**The task**
Each entry needs to appear again, retyped exactly as it is below.

○ ○ ○

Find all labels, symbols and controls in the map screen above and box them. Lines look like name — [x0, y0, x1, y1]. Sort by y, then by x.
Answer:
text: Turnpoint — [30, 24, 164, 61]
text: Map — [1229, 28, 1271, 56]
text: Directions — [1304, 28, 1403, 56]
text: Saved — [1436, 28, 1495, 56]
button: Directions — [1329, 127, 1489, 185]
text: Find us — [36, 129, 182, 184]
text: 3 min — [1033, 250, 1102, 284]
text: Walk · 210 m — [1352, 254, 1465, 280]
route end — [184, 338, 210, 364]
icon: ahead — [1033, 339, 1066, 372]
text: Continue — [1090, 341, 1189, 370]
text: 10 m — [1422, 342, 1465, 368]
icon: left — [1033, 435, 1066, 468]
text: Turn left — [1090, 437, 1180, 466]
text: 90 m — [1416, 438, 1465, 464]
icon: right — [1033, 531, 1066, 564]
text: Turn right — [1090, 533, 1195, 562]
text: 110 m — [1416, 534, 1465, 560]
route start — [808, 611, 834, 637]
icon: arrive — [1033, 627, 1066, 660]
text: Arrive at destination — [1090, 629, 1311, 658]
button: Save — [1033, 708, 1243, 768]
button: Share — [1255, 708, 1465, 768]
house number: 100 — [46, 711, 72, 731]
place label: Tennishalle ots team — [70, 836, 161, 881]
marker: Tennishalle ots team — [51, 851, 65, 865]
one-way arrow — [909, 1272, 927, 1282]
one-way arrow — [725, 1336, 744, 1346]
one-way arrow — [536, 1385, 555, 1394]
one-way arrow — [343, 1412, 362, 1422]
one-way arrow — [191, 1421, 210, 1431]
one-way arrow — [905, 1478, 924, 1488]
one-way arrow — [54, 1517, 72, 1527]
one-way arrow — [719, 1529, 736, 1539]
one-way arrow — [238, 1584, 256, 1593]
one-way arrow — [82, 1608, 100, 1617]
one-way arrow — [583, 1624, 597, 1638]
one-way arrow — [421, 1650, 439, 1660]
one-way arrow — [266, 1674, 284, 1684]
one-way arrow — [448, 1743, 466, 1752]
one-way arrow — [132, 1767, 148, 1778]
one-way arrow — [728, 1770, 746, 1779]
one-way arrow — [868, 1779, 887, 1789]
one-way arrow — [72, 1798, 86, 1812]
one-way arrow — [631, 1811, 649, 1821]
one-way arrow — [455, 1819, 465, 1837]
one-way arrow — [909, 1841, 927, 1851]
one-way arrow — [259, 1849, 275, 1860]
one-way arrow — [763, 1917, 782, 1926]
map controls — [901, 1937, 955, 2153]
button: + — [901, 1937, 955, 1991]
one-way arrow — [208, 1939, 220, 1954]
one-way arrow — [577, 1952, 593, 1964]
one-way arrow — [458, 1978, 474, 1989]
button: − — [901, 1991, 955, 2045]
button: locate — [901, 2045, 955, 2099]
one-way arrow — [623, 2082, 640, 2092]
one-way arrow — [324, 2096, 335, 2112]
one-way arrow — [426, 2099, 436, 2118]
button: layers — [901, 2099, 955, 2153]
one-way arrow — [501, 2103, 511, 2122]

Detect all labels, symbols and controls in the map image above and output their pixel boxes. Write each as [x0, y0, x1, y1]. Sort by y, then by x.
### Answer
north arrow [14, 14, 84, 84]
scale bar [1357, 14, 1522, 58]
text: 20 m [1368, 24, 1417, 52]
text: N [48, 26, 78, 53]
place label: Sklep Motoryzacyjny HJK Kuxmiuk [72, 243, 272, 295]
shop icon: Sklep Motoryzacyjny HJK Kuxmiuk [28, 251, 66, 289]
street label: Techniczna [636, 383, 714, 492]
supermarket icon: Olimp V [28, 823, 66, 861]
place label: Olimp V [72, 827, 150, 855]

○ ○ ○

**The completed task**
Find all labels, symbols and controls in the map screen above and box them. Lines look like name — [x0, y0, x1, y1]. Sort by y, then by x.
Answer:
text: Turnpoint — [30, 24, 164, 61]
text: Map — [1229, 28, 1271, 56]
text: Directions — [1304, 28, 1403, 56]
text: Saved — [1436, 28, 1495, 56]
button: Directions — [1329, 127, 1489, 185]
text: Find us — [36, 129, 182, 184]
text: 3 min — [1033, 250, 1102, 284]
text: Walk · 210 m — [1352, 254, 1465, 280]
route end — [184, 338, 210, 364]
icon: ahead — [1033, 339, 1066, 372]
text: Continue — [1090, 341, 1189, 370]
text: 10 m — [1422, 342, 1465, 368]
icon: left — [1033, 435, 1066, 468]
text: Turn left — [1090, 437, 1180, 466]
text: 90 m — [1416, 438, 1465, 464]
icon: right — [1033, 531, 1066, 564]
text: Turn right — [1090, 533, 1195, 562]
text: 110 m — [1416, 534, 1465, 560]
route start — [808, 611, 834, 637]
icon: arrive — [1033, 627, 1066, 660]
text: Arrive at destination — [1090, 629, 1311, 658]
button: Save — [1033, 708, 1243, 768]
button: Share — [1255, 708, 1465, 768]
house number: 100 — [46, 711, 72, 731]
place label: Tennishalle ots team — [70, 836, 161, 881]
marker: Tennishalle ots team — [51, 851, 65, 865]
one-way arrow — [909, 1272, 927, 1282]
one-way arrow — [725, 1336, 744, 1346]
one-way arrow — [536, 1385, 555, 1394]
one-way arrow — [343, 1412, 362, 1422]
one-way arrow — [191, 1421, 210, 1431]
one-way arrow — [905, 1478, 924, 1488]
one-way arrow — [54, 1517, 72, 1527]
one-way arrow — [719, 1529, 736, 1539]
one-way arrow — [238, 1584, 256, 1593]
one-way arrow — [82, 1608, 100, 1617]
one-way arrow — [583, 1624, 597, 1638]
one-way arrow — [421, 1650, 439, 1660]
one-way arrow — [266, 1674, 284, 1684]
one-way arrow — [448, 1743, 466, 1752]
one-way arrow — [132, 1767, 148, 1778]
one-way arrow — [728, 1770, 746, 1779]
one-way arrow — [868, 1779, 887, 1789]
one-way arrow — [72, 1798, 86, 1812]
one-way arrow — [631, 1811, 649, 1821]
one-way arrow — [455, 1819, 465, 1837]
one-way arrow — [909, 1841, 927, 1851]
one-way arrow — [259, 1849, 275, 1860]
one-way arrow — [763, 1917, 782, 1926]
map controls — [901, 1937, 955, 2153]
button: + — [901, 1937, 955, 1991]
one-way arrow — [208, 1939, 220, 1954]
one-way arrow — [577, 1952, 593, 1964]
one-way arrow — [458, 1978, 474, 1989]
button: − — [901, 1991, 955, 2045]
button: locate — [901, 2045, 955, 2099]
one-way arrow — [623, 2082, 640, 2092]
one-way arrow — [324, 2096, 335, 2112]
one-way arrow — [426, 2099, 436, 2118]
button: layers — [901, 2099, 955, 2153]
one-way arrow — [501, 2103, 511, 2122]

Detect all labels, symbols and controls in the map image above and output their pixel boxes. Write each as [x0, y0, x1, y1]. Sort by y, then by x.
### Answer
north arrow [14, 14, 84, 84]
scale bar [1357, 14, 1522, 58]
text: 20 m [1368, 24, 1417, 52]
text: N [48, 26, 78, 53]
place label: Sklep Motoryzacyjny HJK Kuxmiuk [72, 243, 272, 295]
shop icon: Sklep Motoryzacyjny HJK Kuxmiuk [28, 251, 66, 289]
street label: Techniczna [636, 383, 714, 492]
supermarket icon: Olimp V [28, 823, 66, 861]
place label: Olimp V [72, 827, 150, 855]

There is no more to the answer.